» WHAT YOU ARE ASKED TO DO
Using the records below, output the stretch that opens with the line containing "display:grid; place-content:center; width:65px;" and closes with the line containing "border:8px solid #d22;", exactly and including both lines, with nothing more.

» SUPPLIED RECORDS
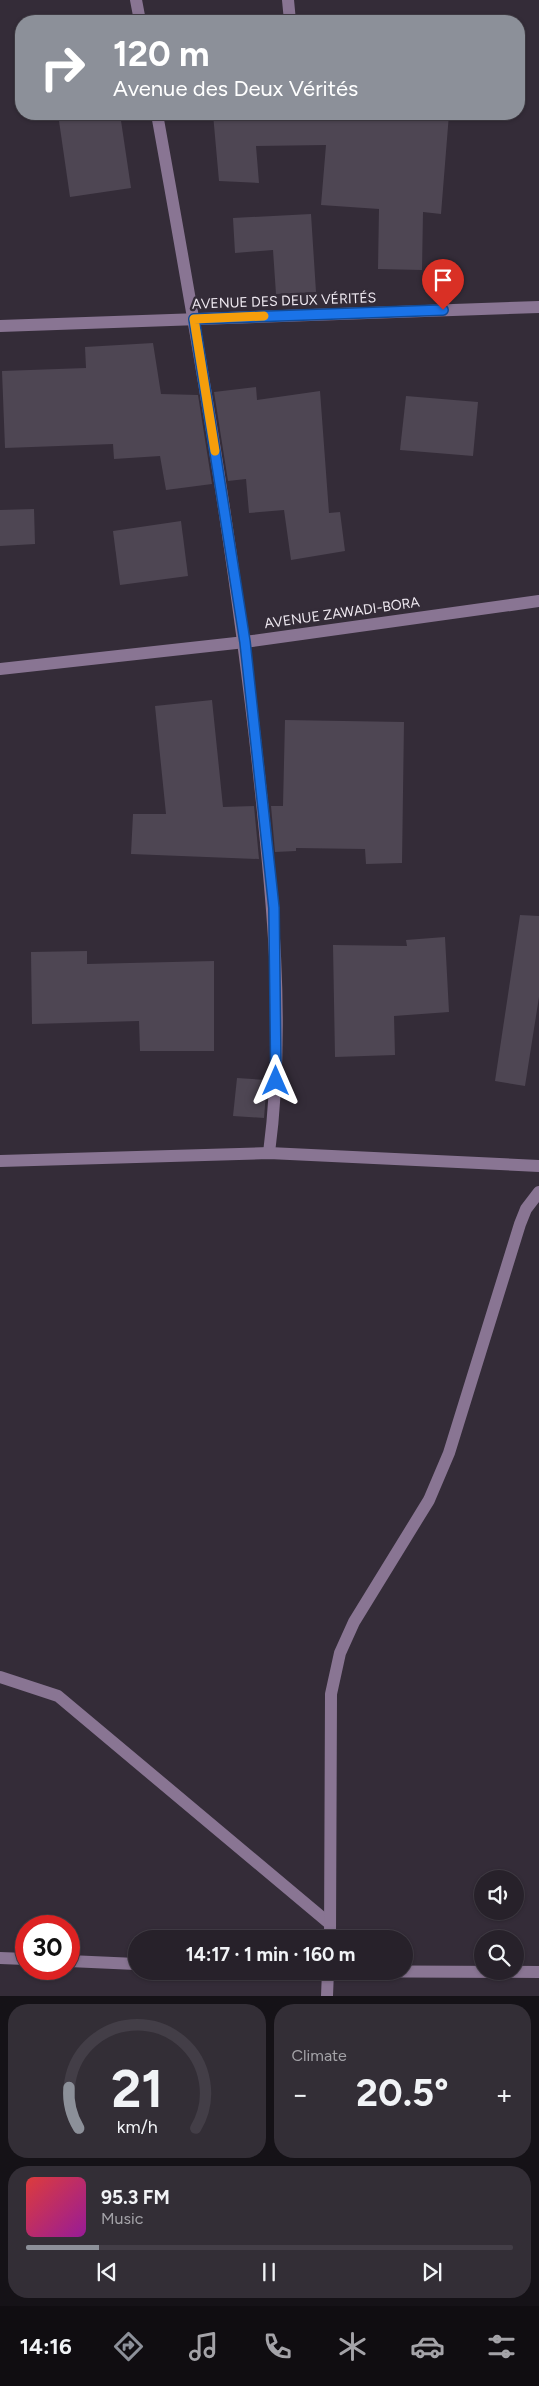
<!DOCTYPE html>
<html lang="en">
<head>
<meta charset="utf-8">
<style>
	:root { --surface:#27212a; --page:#332e36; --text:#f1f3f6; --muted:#a4a3a8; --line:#433e47; --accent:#8c9099 }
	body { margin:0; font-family:Figtree,sans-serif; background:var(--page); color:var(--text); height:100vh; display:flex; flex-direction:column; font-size:19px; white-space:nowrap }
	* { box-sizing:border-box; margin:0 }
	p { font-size:16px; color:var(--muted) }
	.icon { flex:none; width:28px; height:28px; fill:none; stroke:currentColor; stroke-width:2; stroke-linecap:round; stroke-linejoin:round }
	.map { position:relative; height:1996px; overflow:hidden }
	.drawer { display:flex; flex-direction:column; gap:8px; padding:8px; background:#151217; flex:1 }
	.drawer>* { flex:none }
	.hud { position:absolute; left:15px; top:15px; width:510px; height:105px; border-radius:20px; box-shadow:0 1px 4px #0004,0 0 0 1px var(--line); background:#8c9099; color:#fff; overflow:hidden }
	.tools { position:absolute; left:474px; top:1870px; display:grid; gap:10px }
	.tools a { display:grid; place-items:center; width:50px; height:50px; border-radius:50%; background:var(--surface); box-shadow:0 1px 4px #0004,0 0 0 1px var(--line); font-size:25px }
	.speed { position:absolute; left:15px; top:1915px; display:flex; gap:10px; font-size:25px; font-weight:700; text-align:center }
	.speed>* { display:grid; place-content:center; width:65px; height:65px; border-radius:50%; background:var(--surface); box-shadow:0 1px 4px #0004,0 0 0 1px var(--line); line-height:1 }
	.speed .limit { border:8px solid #d22; background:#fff; color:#111 }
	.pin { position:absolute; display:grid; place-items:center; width:42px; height:42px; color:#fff; margin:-51px -21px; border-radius:50% 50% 50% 0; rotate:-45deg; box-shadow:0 0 5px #0007 }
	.pin .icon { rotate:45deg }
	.me { position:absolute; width:55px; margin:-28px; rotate:0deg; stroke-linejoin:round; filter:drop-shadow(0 0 4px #0008) }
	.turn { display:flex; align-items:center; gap:18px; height:105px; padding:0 15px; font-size:22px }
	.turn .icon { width:65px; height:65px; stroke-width:2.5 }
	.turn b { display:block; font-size:35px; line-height:42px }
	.big { font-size:38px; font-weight:700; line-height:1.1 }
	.drawer .card { flex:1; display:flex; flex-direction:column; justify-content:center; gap:8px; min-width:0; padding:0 18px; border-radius:20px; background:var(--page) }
	.drawer .dial { align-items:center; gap:0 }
	.dial svg { height:130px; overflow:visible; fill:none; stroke:var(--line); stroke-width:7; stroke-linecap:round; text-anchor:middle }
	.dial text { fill:var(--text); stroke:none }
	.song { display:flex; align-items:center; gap:15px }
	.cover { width:60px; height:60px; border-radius:8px; background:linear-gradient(135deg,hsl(0 70% 55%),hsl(300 70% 35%)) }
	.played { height:5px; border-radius:2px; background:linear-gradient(90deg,var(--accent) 15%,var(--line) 15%) }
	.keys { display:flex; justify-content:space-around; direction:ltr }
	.heat { display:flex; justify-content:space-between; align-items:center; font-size:28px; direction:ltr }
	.drawer .tiles { flex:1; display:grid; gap:8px; grid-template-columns:1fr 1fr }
	.card:last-child { grid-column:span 2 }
	.trip { position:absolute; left:128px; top:1930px; width:285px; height:50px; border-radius:25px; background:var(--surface); box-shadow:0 1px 4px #0004,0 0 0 1px var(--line); font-weight:700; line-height:50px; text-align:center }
	.tab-bar { display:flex; height:80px; justify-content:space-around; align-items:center; background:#100d11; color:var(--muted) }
	.tab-bar .icon { width:35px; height:35px }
	.tab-bar .active { color:var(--accent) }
	.tab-bar b { font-size:22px; color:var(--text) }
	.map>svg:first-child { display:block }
</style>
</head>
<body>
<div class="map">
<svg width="539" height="1996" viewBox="0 0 539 1996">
	<rect width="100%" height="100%" fill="#342c38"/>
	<g fill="#4e4653">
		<path d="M58 114H120L131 188 70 197Z"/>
		<path d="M213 114H449L441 214 423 212 422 270 378 269 379 209 321 205 326 145 256 146 259 183 219 181Z"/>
		<path d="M311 214 316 292 276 294 273 250 235 253 233 218Z"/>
		<path d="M153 343 161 394 198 395 212 484 166 490 160 456 114 459 113 444 5 448 2 371 86 368 85 347Z"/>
		<path d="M256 387 257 400 320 391 329 513 340 512 345 551 291 560 284 510 249 513 246 479 228 481 214 392Z"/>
		<path d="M406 396 478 402 473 456 400 450Z"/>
		<path d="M34 509 35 544 0 546V510Z"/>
		<path d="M181 521 188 576 120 585 113 531Z"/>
		<path d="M212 700 223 807 254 806 259 859 131 854 133 814H166L155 706Z"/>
		<path d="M285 720 404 722 402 863 366 864 365 849 296 848V851L275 852 271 806H283Z"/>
		<path d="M520 915 539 916V997L525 1086 495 1081Z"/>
		<path d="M445 937 449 1012 394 1016 395 1055 335 1057 333 945 407 946 406 940Z"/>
		<path d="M87 951V964L214 961V1051H140L139 1021 32 1024 31 952Z"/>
		<path d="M237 1078 267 1080 264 1118 233 1116Z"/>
	</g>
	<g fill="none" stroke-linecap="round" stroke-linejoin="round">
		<g stroke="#897593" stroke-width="12">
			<path d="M136 0 140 21"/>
			<path d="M288 0 290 21"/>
			<path d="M157 114C196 330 234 546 258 765 272 893 286 1024 269 1153"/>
			<path d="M0 326 539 307"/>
			<path d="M0 669 245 642 539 601"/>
			<path d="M0 1161 269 1153 539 1166"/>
			<path d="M0 1677 58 1696 330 1924"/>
			<path d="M330 1939 331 1694 340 1653 354 1622 429 1500 449 1453 520 1224 526 1209 539 1192"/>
			<path d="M0 1958 26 1959"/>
			<path d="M69 1961 136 1964"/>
			<path d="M296 1971 539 1972"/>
			<path d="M327 1996 328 1971"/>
		</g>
	</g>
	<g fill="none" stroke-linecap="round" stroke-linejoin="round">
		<g stroke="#114b97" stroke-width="12">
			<path id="route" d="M276 1081 274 908 245 642 194 319 443 310"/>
		</g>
		<use href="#route" stroke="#1a73e8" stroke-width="9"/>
		<path stroke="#f59e0b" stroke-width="9" d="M215 451 194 319 264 316"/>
	</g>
	<g text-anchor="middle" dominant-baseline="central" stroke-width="5" stroke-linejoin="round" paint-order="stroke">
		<g font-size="14" fill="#eee8f0" stroke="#342c38">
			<text transform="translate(284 301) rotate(-2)">AVENUE DES DEUX VÉRITÉS</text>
			<text transform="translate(342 613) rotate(-8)">AVENUE ZAWADI-BORA</text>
		</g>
	</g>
</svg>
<div class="tools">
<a><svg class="icon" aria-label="sound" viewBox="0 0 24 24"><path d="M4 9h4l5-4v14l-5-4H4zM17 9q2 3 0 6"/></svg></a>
<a><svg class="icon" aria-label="search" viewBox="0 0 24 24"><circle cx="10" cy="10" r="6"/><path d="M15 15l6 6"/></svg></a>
</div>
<div class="speed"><div class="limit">30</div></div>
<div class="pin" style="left:443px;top:310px;background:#d93025"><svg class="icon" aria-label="arrive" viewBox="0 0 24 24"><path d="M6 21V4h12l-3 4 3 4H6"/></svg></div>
<svg class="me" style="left:276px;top:1081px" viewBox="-20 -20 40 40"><path d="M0-17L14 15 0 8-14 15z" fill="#1a73e8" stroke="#fff" stroke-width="4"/></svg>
<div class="trip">14:17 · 1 min · 160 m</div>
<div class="hud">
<div class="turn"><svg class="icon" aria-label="right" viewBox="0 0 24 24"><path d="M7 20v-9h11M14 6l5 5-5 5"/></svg><div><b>120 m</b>Avenue des Deux Vérités</div></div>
</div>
</div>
<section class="drawer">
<div class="tiles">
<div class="card dial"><svg viewBox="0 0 100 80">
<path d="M14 69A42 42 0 1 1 86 69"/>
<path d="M14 69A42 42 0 0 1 8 44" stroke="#8c9099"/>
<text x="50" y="56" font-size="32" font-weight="700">21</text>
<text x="50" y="72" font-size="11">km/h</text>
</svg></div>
<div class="card"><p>Climate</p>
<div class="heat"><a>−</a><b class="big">20.5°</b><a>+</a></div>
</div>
<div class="card">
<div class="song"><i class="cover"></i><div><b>95.3 FM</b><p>Music</p></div></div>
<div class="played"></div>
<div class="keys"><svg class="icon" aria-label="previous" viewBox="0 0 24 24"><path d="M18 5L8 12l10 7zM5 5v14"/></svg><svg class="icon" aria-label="pause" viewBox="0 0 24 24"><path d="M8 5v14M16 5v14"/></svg><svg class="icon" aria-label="next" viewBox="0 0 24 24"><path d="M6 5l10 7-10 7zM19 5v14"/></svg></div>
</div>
</div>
</section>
<nav class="tab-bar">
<b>14:16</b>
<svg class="icon active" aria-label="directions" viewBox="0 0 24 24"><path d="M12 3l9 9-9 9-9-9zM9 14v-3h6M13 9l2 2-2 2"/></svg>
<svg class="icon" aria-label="music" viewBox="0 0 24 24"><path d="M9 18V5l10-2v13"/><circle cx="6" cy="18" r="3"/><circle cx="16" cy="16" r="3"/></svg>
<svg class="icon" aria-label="phone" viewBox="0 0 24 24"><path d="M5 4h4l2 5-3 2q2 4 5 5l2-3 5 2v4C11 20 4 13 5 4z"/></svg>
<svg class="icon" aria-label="climate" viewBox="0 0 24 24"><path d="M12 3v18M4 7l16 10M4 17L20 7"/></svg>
<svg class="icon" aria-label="car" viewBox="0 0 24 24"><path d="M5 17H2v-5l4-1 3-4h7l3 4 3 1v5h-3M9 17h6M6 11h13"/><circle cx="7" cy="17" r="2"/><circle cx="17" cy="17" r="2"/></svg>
<svg class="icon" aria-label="filters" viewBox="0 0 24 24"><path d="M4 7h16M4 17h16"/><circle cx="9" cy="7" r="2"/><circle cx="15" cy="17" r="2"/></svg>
</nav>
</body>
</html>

» SOLUTION
	.speed>* { display:grid; place-content:center; width:65px; height:65px; border-radius:50%; background:var(--surface); box-shadow:0 1px 4px #0004,0 0 0 1px var(--line); line-height:1 }
	.speed .limit { border:8px solid #d22; background:#fff; color:#111 }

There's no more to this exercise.